Attention University of Miami School of Law students: I know your grades.
In a stunning turn of events, the law school has violated the privacy of 1200 students at once. The story takes some explaining, which I will do presently.
Knowing one's grades in law school is less relevant than knowing one's class rank. It is less important to know that you got a B+ than to know that you did better than 90% of the class, for instance, because positions on law review and moot court are apportioned by class rank, and because employers just want to compare you against other students. Class rank is, then, much more important than GPA.
Our GPA was known several weeks ago, when all grades were in and one could easily view those grades via the online system. However, since grades are private, one could not compare those grades to the grades of others, and the important class rank was a mystery. The registrar, defying logic, apparently would take several weeks to calculate class rank. I know, I know - if you have all the grades, like the registrar does, it's a simple matter to input those numbers into a spreadsheet, sort them, and then assign a rank to each. In fact, it's a two-minute job. Doing it by hand, it might take twenty minutes. However, we had to wait. Supposedly.
Then we learned, by e-mail, that the registrar would have the ranks up early. Oh frabjous day! At first, this was a false alarm - some technical difficulty delayed the ranks for a few hours, and a follow-up e-mail informed us of that. But then the third e-mail delivered - a link to a .pdf with class ranks (rank/class size, that size being 400) next to C-numbers. What is a C-number? The university's unique identifier, used for logging in and for other school functions. The number itself is private, unless you are stupid enough to share it with someone else. For law school purposes, it's pretty much your Social Security number. So who would be stupid enough to make that number public?

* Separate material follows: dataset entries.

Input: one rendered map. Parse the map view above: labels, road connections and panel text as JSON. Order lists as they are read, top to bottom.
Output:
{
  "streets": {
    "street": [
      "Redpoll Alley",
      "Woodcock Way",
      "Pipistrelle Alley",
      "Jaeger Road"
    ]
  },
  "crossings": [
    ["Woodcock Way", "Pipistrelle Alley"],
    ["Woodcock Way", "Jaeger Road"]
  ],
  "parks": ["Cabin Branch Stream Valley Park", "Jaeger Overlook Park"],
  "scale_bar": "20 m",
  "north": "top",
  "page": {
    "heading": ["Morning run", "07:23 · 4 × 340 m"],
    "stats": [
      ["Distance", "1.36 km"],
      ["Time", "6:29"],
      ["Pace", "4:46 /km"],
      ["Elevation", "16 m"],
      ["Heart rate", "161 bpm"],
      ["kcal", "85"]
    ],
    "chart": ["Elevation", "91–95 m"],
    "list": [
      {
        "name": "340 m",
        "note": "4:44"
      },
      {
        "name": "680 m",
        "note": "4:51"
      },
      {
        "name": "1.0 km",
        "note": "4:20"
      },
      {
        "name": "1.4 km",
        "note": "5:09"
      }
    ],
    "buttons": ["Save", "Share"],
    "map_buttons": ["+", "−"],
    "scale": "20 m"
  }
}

The school itself...sort of. See, your e-mail address is the last four digits of the C-number, preceded by your initials. Although
that information is public (and included in a handy searchable directory for students and non-students alike), the full C-number is still private. But, well, here's the problem. Knowing what someone's name is, I can look up his e-mail address. I then know the last four digits of his C-number, and with that, I can search the .pdf, and as long as that combination is unique (and it appears so), I can know exactly what that person's class rank is.

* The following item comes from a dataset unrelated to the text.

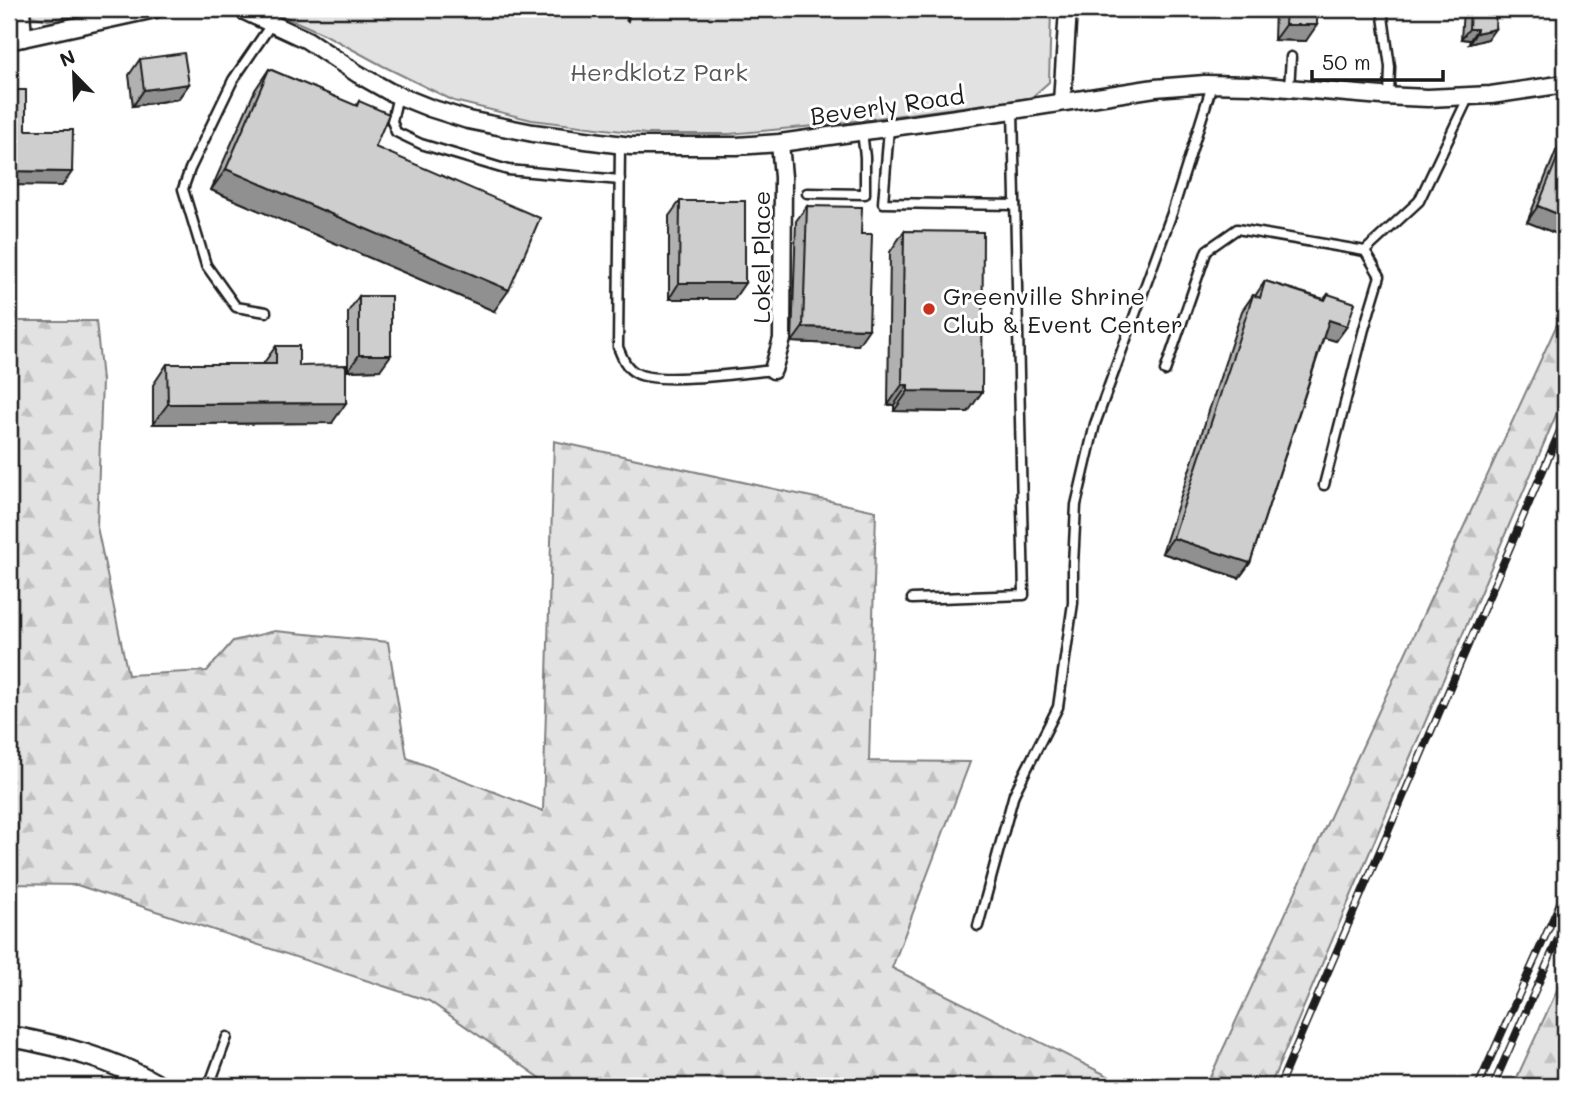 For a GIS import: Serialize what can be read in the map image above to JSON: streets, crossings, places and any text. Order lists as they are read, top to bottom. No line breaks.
{"streets":{"street":["Beverly Road","Lokel Place"]},"crossings":[["Beverly Road","Lokel Place"]],"parks":["Herdklotz Park"],"places":["Greenville Shrine Club & Event Center"],"scale_bar":"50 m","north":"top left"}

After having been informed of this catastrophe, the law school took down the .pdf. In its place, they put up another .pdf, this one not having C-numbers at all. Instead, this one simply lists class ranks and the corresponding GPA for that rank. The intention is to maintain privacy - I know now, for instance, that a GPA of 1.5 maps to a class rank of 400. I have no idea, however, who has the 1.5 - the only person who knows that (in theory) is the person who logs into the system and looks at his grades. This appears to maintain privacy.
It doesn't, due to a delicious fluke.
If someone had the original .pdf and saved it, he can still look up class ranks. If he now uses the new .pdf to map ranks to GPA, then this hypothetical evil genius
knows everyone's GPA and everyone's class rank.I won't name this genius. I'll just leave it as a thought experiment.
If the registrar is reading this - you screwed up. Badly. I don't care; in fact, I'm enjoying it. It's thrilling to be able to see the grades of your classmates. I had no idea that (CENSORED) was ranked 392nd, or that (CENSORED), who's a great guy, got 23rd.
Enjoy, guys.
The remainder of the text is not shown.